Joshua Gao

deep learning researcher at

SAIL

Research

BridgeEQA

Subin Varghese, Joshua Gao, Asad Rahman, Vedhus Hoskere

3 Jun 2026

Authors: Subin Varghese, Joshua Gao, Asad Rahman, Vedhus Hoskere

Published In: CVPR 2026

Abstract

Deploying embodied agents that can answer questions about their surroundings in realistic real-world settings remains difficult, partly due to the scarcity of benchmarks that faithfully capture practical operating conditions. We propose infrastructure inspection as a compelling domain for open-vocabulary Embodied Question Answering (EQA): it naturally demands multi-scale reasoning, long-range spatial understanding, and complex semantic relationships, while offering unique evaluation advantages via standardized National Bridge Inventory (NBI) condition ratings (0- 9), professional inspection reports, and egocentric imagery.

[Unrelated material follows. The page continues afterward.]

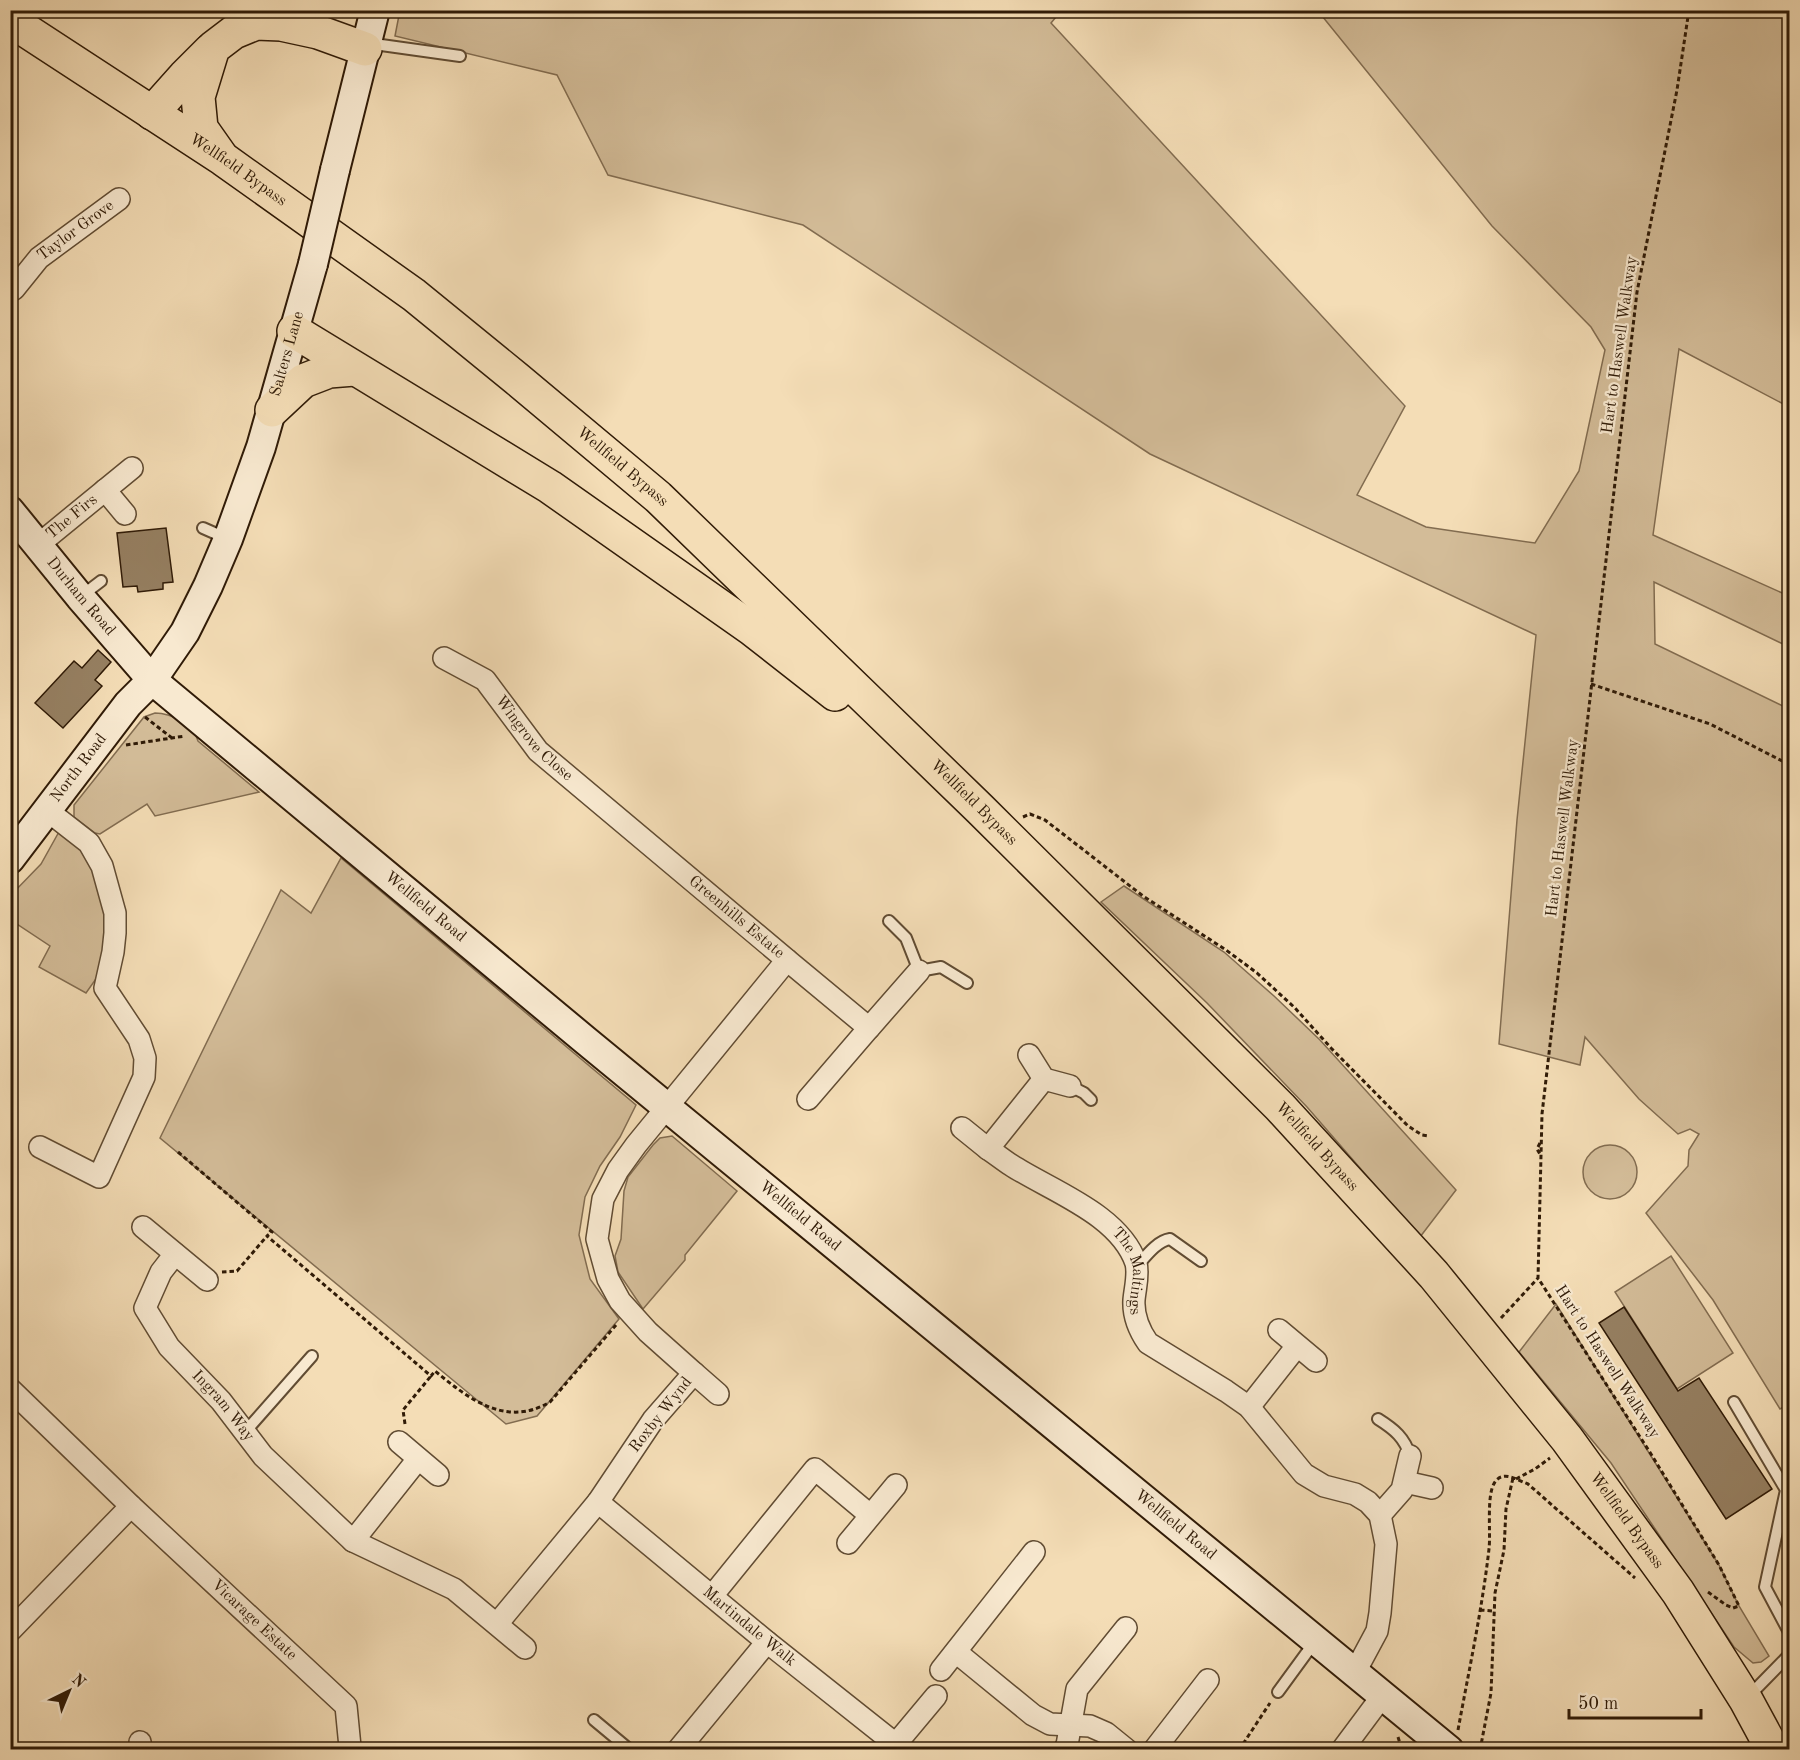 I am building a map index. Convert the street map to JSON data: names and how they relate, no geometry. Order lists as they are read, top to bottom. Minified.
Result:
{"streets":{"main road":["Wellfield Bypass"],"street":["Taylor Grove","Salters Lane","The Firs","Durham Road","Wingrove Close","North Road","Wellfield Road","Greenhills Estate","The Maltings","Ingram Way","Roxby Wynd","Vicarage Estate","Martindale Walk"],"path":["Hart to Haswell Walkway"]},"crossings":[["Salters Lane","Durham Road"],["Salters Lane","North Road"],["Salters Lane","Wellfield Road"],["The Firs","Durham Road"],["Durham Road","North Road"],["Durham Road","Wellfield Road"],["Wingrove Close","Greenhills Estate"],["North Road","Wellfield Road"],["Wellfield Road","Greenhills Estate"],["Wellfield Road","Roxby Wynd"],["Greenhills Estate","Roxby Wynd"],["Ingram Way","Roxby Wynd"],["Roxby Wynd","Martindale Walk"]],"scale_bar":"50 m","north":"top right"}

We introduce BridgeEQA, a benchmark of 2,200 openvocabulary question-answer pairs (in the style of OpenEQA) grounded in professional inspection reports across 200 real-world bridge scenes with 47.93 images on average per scene. Questions require synthesizing visual evidence across multiple images and aligning responses with NBI condition ratings. We further propose a new EQA metric Image Citation Relevance to evaluate the ability of a model to cite relevant images.

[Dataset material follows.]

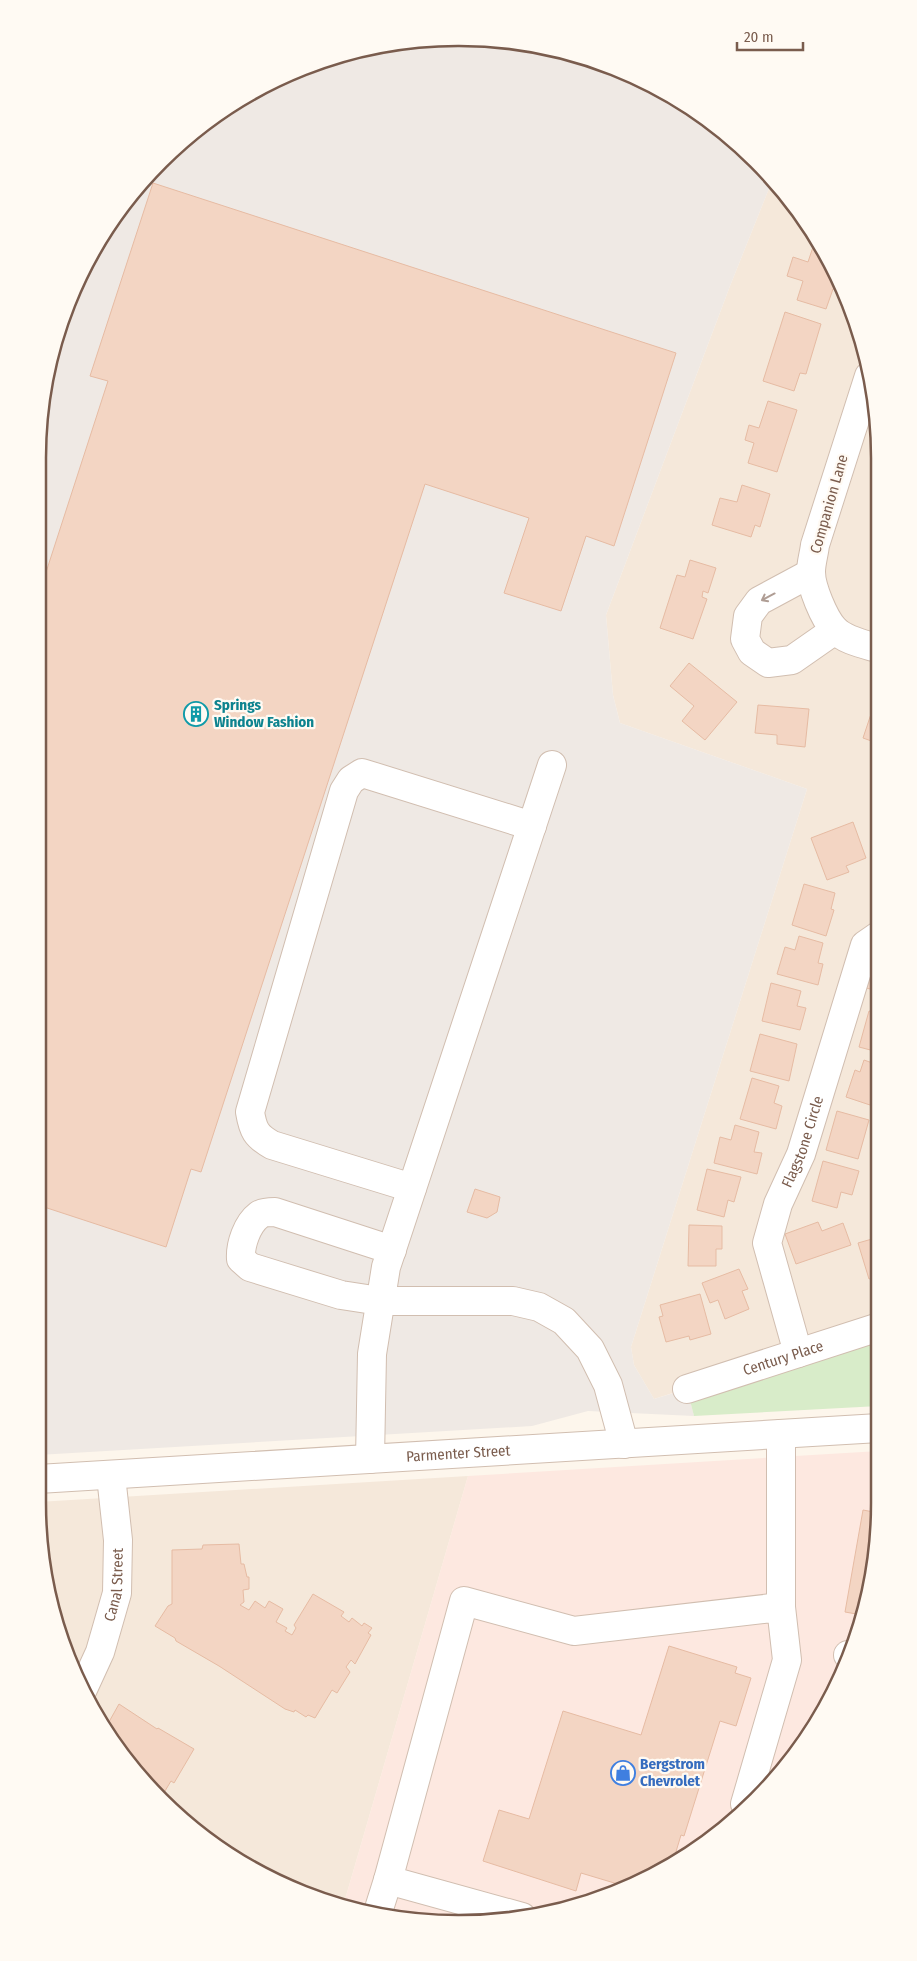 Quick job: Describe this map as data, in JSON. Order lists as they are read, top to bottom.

Evaluations of state-of-the-art vision-language models reveal substantial performance gaps under episodic memory EQA settings. To address this, we propose Embodied Memory Visual Reasoning (EMVR), which formulates inspection as sequential navigation over an image-based scene graph: images are nodes, and an agent takes actions to traverse views, compare evidence, and reason within a Markov decision process. EMVR shows strong performance over the baselines. We publicly release both the dataset and code.